▶ Exercise goal: Output the following data exactly.

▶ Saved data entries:

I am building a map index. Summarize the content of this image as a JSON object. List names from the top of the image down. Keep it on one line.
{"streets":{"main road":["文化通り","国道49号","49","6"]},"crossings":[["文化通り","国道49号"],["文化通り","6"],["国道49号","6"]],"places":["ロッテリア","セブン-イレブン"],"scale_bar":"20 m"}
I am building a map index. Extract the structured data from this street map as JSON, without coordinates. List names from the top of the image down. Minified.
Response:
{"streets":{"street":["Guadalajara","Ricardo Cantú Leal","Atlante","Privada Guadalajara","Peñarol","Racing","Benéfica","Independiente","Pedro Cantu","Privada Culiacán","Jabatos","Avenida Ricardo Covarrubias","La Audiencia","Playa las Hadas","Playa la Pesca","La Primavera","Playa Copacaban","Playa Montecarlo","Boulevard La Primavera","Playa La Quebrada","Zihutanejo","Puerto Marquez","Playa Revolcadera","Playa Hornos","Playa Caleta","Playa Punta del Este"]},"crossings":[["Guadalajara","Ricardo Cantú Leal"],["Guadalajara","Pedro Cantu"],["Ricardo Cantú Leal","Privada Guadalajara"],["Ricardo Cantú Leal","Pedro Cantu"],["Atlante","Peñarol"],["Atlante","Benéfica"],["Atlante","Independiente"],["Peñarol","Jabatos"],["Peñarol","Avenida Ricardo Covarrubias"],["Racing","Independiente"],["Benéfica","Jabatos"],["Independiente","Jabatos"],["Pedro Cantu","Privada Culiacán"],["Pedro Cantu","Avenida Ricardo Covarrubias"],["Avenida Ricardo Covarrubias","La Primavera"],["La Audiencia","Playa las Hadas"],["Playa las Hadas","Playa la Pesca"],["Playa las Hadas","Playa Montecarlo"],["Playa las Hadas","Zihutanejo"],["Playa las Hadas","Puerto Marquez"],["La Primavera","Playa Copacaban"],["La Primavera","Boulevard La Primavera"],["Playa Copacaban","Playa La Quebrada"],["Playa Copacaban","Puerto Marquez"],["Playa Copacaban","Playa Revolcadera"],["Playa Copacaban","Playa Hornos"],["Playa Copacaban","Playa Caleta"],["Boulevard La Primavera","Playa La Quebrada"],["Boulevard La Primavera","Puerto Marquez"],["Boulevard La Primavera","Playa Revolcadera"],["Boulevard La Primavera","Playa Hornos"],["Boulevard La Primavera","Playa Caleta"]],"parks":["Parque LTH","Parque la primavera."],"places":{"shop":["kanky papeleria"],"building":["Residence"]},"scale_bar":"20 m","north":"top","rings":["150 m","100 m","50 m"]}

▶ Result for this task:
I am building a map index. Summarize the content of this image as a JSON object. List names from the top of the image down. Keep it on one line.
{"streets":{"main road":["文化通り","国道49号","49","6"]},"crossings":[["文化通り","国道49号"],["文化通り","6"],["国道49号","6"]],"places":["ロッテリア","セブン-イレブン"],"scale_bar":"20 m"}
I am building a map index. Extract the structured data from this street map as JSON, without coordinates. List names from the top of the image down. Minified.
Response:
{"streets":{"street":["Guadalajara","Ricardo Cantú Leal","Atlante","Privada Guadalajara","Peñarol","Racing","Benéfica","Independiente","Pedro Cantu","Privada Culiacán","Jabatos","Avenida Ricardo Covarrubias","La Audiencia","Playa las Hadas","Playa la Pesca","La Primavera","Playa Copacaban","Playa Montecarlo","Boulevard La Primavera","Playa La Quebrada","Zihutanejo","Puerto Marquez","Playa Revolcadera","Playa Hornos","Playa Caleta","Playa Punta del Este"]},"crossings":[["Guadalajara","Ricardo Cantú Leal"],["Guadalajara","Pedro Cantu"],["Ricardo Cantú Leal","Privada Guadalajara"],["Ricardo Cantú Leal","Pedro Cantu"],["Atlante","Peñarol"],["Atlante","Benéfica"],["Atlante","Independiente"],["Peñarol","Jabatos"],["Peñarol","Avenida Ricardo Covarrubias"],["Racing","Independiente"],["Benéfica","Jabatos"],["Independiente","Jabatos"],["Pedro Cantu","Privada Culiacán"],["Pedro Cantu","Avenida Ricardo Covarrubias"],["Avenida Ricardo Covarrubias","La Primavera"],["La Audiencia","Playa las Hadas"],["Playa las Hadas","Playa la Pesca"],["Playa las Hadas","Playa Montecarlo"],["Playa las Hadas","Zihutanejo"],["Playa las Hadas","Puerto Marquez"],["La Primavera","Playa Copacaban"],["La Primavera","Boulevard La Primavera"],["Playa Copacaban","Playa La Quebrada"],["Playa Copacaban","Puerto Marquez"],["Playa Copacaban","Playa Revolcadera"],["Playa Copacaban","Playa Hornos"],["Playa Copacaban","Playa Caleta"],["Boulevard La Primavera","Playa La Quebrada"],["Boulevard La Primavera","Puerto Marquez"],["Boulevard La Primavera","Playa Revolcadera"],["Boulevard La Primavera","Playa Hornos"],["Boulevard La Primavera","Playa Caleta"]],"parks":["Parque LTH","Parque la primavera."],"places":{"shop":["kanky papeleria"],"building":["Residence"]},"scale_bar":"20 m","north":"top","rings":["150 m","100 m","50 m"]}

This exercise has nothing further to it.